I received this book for free from Shepherd Press via Cross Focused Reviews for this review. I was not required to write a positive review. The opinions I have expressed are my own and are my honest review of the book.

Book Review: The Good Book

Nearly every home in America owns a Bible. However, surveys and statistics from various sources show biblical illiteracy is present in our culture and even in our churches. In other words, people may have Bibles laying around at home but those Bibles are not being opened in their hands. What biblical illiteracy leads to is a group of people Deron Spoo, pastor and author, calls ignostic, “someone who is ignorant about the subject of God” (Spoo 15). This is one of the reasons for which Deron Spoo set forth to write a resource to teach people the message of the Bible. The result is The Good Book: 40 Chapters That Reveal the Bible’s Biggest Ideas.

In The Good Book, Pastor Spoo lays out 40 chapters broken into eight sections, with each section containing five different selections of Scripture.
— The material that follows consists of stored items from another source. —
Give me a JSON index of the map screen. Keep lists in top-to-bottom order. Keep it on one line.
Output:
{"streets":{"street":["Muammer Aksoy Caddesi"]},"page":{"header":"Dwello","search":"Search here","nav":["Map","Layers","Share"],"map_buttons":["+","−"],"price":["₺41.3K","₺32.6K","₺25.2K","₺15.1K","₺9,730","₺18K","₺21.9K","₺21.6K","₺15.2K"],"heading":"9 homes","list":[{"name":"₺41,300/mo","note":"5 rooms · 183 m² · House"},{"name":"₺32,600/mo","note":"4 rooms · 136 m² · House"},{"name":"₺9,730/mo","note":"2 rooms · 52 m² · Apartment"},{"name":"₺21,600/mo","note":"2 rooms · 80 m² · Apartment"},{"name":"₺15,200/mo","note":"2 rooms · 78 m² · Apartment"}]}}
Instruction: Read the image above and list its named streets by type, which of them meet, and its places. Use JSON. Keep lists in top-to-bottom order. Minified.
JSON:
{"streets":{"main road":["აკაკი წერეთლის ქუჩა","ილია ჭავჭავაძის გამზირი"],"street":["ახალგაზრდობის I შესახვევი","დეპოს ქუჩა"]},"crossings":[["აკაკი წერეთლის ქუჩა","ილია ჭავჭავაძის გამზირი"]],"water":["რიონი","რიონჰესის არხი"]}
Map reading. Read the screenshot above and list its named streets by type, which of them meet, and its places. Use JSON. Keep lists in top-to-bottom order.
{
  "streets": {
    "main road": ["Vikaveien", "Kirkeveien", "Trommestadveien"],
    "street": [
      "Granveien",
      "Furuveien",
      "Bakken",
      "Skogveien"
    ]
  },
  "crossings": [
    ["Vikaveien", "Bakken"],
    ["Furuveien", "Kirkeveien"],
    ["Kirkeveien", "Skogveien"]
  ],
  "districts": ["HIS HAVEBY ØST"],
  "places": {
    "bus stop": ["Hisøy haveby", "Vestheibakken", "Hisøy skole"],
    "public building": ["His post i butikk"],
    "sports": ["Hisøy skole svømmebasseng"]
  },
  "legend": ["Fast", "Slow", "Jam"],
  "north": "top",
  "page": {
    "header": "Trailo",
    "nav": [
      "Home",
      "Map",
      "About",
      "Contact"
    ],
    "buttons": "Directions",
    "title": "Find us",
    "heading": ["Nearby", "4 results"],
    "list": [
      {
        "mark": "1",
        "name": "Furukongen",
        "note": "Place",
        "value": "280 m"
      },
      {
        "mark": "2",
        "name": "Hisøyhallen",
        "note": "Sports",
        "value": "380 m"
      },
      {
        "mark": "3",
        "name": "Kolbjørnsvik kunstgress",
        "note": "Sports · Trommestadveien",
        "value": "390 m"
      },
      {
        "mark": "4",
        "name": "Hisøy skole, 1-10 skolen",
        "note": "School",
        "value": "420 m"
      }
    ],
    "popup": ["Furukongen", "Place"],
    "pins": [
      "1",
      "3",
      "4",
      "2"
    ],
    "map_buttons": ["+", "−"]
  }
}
In such a brief work, he makes it clear from the beginning, “we’ll focus on the best-known passages of Scripture that form the basis of the faith” (Spoo 17). While he refers to the book as a guidebook to the Bible, he admits the depths are too deep to be explored in such a concise volume. Nevertheless, Deron Spoo serves the reader as a guide, leading them through the story of the Bible.

The Good Book by Deron Spoo is ideal for Bible beginners who are looking to understand the Bible in perspective and its passages in context. While the more experienced Bible reader may benefit (Spoo 18), the primary audience for this book is for those who do not have a great amount of knowledge of God’s Word. The book is easy-to-read, featuring concise and compact chapters, making it a fit for devotional time. Each chapter does impress upon the reader the need to apply the passage they are studying. I would greatly encourage the reader to follow the practice Pastor Spoo describes, “read the Bible selections first. Each chapter will take about five minutes to read. Then, after reading the entire Bible passage, read my brief exploration of that passage. Finally, I encourage you to reread the Bible chapter with the benefit of knowing more about the context and content” (Spoo 19).

The book does not come without critique, though. Two in particular are worth mentioning. The first concerns the point of the book. The subtitle to The Good Book states the book contains 40 chapters that reveal the Bible’s biggest ideas. While it is certainly true many of the Bible’s biggest ideas are expounded upon in the volume, his choice of a passage like Judges 16 reveals his philosophy. To be fair, he does state the focus of the book will be “on the best-known passages of Scripture” (Spoo 17) and his choice of Bible portions are more art than science (Spoo 18). The issue is the subtitle could have been rephrased to fit the book’s philosophy. Something like 40 Chapters that Put the Bible’s Best-Known Passages in Context (or Perspective) may have worked just as well.

The first critique is a minor detail. The second critique is a matter of understanding God’s Word. Deron Spoo wants to point the reader to the Bible’s biggest ideas and even says himself, “The Bible, from the first word to the last, points to the person of Jesus” (Spoo 21). What he says in theory, he fails to do consistently in practice. He teaches on Genesis 3 but makes no comment on the promise of Genesis 3:15. In 1 Samuel 17, he mentions the importance of David in the Bible, but he fails to mention how this event points to the greater David, Jesus Christ. Although the author does not describe how the passage points to Christ in those instances, in other places (Genesis 22, for instance) he does briefly draw the connection to Christ. If all of Scripture points to Jesus, wouldn’t it make sense to see how each chapter’s big idea leads us to the biggest idea of all, Jesus Christ?

Even with these critiques, The Good Book by Deron Spoo is a good resource to put into the hands of Bible beginners who are seeking to grow in their understanding of the Word of God.

I received a complimentary copy of this book from David C Cook via Litfuse Publicity Group for this review. I was not required to write a positive review. The opinions I have expressed are my own and are my honest review of the book.